You will find that most of the web is written in PHP, Perl and Python because they are easy to write in, with small, sharp bits written in things like C, Java and exotics like Scala (for example, Twitter). Wikia, for example, is a modified Mediawiki which is written in PHP but it is performant (amongst other reasons) by doing a heroic amount of caching.
Google is using Python for GAE and Windows Azure is providing PHP. The LAMP architecture is a great for application scalabilty.
I also think that the programming language is not that important regarding performance. The most important thing is to look at the architecture of your app.
I hope it helps
To serve a web page, you need to:
Receive and parse the request.
Decide what you wish to do with the request.
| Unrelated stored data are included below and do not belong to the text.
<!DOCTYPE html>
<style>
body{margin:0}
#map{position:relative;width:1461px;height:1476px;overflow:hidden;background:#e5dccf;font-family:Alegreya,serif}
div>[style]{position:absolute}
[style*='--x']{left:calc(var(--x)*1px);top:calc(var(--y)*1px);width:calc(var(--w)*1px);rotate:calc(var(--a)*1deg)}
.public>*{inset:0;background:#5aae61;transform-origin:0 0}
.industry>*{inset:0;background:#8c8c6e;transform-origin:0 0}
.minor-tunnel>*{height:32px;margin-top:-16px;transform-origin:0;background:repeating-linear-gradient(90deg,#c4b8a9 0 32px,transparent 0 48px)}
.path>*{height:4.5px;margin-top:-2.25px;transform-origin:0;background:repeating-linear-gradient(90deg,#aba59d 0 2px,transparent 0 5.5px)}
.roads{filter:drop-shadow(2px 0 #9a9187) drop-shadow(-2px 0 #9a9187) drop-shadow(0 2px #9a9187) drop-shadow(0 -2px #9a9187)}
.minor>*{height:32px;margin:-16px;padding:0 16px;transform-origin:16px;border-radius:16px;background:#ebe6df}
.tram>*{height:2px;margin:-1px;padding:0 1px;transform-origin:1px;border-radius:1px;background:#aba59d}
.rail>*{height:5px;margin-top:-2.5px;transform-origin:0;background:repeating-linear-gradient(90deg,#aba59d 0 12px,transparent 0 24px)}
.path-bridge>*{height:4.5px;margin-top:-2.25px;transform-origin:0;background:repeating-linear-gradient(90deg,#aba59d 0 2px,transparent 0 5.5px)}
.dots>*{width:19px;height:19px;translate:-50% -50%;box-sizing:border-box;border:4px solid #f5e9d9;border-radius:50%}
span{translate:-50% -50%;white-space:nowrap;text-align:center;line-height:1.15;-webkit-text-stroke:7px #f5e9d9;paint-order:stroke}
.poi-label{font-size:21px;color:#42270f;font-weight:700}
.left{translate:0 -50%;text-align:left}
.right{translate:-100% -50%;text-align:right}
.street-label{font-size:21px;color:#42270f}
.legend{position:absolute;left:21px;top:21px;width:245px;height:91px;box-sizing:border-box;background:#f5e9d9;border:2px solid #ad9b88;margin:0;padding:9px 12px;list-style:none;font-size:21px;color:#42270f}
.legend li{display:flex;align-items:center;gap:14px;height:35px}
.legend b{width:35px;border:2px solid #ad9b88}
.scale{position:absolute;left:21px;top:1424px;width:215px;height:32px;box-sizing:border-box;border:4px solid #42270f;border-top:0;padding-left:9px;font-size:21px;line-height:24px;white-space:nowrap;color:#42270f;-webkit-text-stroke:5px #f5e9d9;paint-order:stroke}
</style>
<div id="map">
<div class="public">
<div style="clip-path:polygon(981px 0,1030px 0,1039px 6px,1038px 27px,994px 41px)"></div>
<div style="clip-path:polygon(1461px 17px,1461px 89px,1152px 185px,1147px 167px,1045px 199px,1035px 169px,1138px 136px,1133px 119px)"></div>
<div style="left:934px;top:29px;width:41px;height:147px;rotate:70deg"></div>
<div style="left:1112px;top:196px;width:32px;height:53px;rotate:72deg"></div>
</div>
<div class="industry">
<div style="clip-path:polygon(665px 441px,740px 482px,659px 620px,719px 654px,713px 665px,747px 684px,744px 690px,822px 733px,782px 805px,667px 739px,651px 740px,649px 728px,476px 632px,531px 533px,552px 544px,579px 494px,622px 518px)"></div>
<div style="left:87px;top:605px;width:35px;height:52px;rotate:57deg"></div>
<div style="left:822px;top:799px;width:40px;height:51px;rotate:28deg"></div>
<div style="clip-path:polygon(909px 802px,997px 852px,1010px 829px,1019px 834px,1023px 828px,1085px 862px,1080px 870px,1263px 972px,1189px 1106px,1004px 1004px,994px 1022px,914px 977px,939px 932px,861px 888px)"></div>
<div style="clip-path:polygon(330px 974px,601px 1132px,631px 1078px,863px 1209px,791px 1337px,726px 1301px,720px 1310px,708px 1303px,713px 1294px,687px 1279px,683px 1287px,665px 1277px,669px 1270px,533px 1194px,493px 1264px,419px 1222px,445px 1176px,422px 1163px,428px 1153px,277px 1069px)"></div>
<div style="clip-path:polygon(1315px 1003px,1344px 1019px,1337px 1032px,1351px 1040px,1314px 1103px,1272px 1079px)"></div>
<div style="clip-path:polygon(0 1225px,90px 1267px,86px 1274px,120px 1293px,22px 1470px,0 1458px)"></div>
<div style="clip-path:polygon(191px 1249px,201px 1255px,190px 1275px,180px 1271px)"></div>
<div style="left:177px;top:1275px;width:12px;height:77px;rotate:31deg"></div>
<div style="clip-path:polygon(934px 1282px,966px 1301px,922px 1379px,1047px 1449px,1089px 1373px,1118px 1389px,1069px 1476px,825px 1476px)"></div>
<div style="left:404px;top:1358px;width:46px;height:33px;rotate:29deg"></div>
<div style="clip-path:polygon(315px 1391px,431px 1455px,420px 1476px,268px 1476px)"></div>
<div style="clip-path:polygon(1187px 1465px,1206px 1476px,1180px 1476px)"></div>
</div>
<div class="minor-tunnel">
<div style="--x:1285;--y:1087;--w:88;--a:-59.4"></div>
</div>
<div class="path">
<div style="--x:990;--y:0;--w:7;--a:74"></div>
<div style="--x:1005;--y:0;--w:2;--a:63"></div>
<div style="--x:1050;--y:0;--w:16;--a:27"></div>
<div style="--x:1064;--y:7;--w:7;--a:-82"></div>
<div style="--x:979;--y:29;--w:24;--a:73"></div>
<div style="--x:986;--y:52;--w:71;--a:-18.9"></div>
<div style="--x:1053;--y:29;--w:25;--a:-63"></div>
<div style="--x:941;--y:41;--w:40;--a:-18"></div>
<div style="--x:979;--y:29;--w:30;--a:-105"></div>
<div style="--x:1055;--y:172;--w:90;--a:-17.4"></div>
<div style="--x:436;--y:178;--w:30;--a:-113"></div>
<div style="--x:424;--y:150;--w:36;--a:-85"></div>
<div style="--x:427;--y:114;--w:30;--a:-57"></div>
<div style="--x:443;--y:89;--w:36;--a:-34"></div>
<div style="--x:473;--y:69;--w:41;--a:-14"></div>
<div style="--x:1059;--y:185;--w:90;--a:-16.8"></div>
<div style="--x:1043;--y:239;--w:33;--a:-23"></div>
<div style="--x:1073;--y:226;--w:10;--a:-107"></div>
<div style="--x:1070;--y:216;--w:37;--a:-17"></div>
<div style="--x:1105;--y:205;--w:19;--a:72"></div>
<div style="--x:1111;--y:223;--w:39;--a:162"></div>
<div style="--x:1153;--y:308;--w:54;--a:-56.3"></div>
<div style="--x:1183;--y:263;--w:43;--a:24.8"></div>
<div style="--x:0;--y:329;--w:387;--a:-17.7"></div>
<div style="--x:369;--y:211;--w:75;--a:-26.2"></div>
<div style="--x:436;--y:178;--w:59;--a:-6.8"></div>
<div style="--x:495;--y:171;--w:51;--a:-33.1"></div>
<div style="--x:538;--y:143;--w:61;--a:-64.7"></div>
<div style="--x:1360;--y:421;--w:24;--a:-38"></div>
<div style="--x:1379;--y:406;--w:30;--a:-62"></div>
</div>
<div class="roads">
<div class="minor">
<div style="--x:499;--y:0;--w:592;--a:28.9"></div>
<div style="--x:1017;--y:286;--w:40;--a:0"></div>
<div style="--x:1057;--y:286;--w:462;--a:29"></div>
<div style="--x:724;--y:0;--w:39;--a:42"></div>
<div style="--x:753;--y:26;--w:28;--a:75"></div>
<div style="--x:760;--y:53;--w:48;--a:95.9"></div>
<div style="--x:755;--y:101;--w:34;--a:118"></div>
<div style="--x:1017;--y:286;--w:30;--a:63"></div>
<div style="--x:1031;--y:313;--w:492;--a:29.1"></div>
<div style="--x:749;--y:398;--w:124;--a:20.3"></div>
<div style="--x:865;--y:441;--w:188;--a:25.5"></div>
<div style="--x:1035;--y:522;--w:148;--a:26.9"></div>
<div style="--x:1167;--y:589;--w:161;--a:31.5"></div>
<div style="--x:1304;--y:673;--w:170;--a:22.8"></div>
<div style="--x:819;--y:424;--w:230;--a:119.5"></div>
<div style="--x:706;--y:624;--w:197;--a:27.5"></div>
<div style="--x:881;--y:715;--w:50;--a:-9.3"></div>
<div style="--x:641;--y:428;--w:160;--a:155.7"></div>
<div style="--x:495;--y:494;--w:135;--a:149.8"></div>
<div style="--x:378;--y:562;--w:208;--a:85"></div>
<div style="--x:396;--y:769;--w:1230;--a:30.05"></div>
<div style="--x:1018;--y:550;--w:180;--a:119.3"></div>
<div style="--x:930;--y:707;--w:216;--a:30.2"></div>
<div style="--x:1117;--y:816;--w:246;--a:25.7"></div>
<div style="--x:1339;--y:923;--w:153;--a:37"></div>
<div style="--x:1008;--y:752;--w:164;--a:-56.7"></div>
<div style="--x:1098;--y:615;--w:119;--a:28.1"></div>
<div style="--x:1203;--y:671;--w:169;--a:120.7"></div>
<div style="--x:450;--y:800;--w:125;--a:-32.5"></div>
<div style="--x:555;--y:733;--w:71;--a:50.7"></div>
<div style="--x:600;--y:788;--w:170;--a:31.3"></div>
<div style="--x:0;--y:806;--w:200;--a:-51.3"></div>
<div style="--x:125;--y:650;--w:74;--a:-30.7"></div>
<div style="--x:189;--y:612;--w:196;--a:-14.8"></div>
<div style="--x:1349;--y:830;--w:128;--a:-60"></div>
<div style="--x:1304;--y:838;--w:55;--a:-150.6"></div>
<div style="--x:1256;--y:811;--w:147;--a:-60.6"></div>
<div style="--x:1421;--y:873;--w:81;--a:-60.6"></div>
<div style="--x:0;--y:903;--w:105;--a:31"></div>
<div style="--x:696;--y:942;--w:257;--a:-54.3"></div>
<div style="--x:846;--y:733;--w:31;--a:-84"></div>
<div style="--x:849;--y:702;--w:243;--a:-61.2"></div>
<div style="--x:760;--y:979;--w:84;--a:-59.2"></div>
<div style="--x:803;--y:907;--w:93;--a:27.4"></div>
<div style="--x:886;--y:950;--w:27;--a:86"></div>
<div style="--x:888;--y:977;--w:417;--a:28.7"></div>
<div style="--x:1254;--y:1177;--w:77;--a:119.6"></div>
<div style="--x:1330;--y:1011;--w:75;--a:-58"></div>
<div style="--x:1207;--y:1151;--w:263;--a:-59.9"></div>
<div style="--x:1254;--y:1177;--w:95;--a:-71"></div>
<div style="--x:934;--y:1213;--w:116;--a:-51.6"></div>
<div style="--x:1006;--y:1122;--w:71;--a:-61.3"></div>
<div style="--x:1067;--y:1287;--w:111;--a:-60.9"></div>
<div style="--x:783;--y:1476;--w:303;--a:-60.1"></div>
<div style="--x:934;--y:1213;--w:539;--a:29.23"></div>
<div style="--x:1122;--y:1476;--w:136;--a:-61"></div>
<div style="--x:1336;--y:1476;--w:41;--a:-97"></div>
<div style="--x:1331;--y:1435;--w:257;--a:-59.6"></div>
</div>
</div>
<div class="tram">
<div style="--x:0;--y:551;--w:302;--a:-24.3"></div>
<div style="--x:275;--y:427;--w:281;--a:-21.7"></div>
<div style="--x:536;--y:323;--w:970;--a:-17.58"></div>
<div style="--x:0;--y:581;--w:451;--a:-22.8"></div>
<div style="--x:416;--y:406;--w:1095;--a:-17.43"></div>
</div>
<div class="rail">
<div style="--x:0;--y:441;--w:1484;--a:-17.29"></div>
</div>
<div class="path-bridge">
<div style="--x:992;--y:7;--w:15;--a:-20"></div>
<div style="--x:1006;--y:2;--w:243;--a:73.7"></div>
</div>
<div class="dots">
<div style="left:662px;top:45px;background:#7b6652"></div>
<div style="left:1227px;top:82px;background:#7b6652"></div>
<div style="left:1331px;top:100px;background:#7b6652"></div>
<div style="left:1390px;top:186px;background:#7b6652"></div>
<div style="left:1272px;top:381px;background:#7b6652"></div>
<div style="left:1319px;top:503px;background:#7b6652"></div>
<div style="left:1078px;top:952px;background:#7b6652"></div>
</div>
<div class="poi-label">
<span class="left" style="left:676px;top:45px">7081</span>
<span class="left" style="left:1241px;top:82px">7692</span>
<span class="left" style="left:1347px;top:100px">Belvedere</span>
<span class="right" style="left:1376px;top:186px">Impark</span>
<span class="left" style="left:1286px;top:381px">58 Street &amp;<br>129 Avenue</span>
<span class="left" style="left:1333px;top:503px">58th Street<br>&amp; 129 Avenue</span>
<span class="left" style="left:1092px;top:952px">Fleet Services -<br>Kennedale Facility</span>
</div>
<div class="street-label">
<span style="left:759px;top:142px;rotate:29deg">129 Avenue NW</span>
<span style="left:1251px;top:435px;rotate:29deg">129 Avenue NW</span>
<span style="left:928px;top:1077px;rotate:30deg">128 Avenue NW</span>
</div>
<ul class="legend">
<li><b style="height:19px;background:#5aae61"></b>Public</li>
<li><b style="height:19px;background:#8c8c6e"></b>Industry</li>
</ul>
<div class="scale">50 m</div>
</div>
Read/write persistent data (database, cache, file system)
Output HTML data.
The "speed" of the server side language only applies to steps two and four. Given that most scripts strive to keep step 2 as short as possible, and that most web languages (including PHP) optimize step 4 as much as they can, in any serious web site most of the request processing time will be spent in step 3.
And the time spent on step 3 is independent of the server-side language you use ... unless you implement your own database and distributed cache.
For php, there are lot of things you can do to increase performance. For example
Php Accelerator
Caching Queries
Optimize Queries
Using a profiler to find slower parts and optimize
These things would certainly help reduce the gap between lower level languages. So to answer your question there are other things you can do inside the code to optimize it and make it run faster
I agree with luc. Its the architecture that really matter and not the programming language.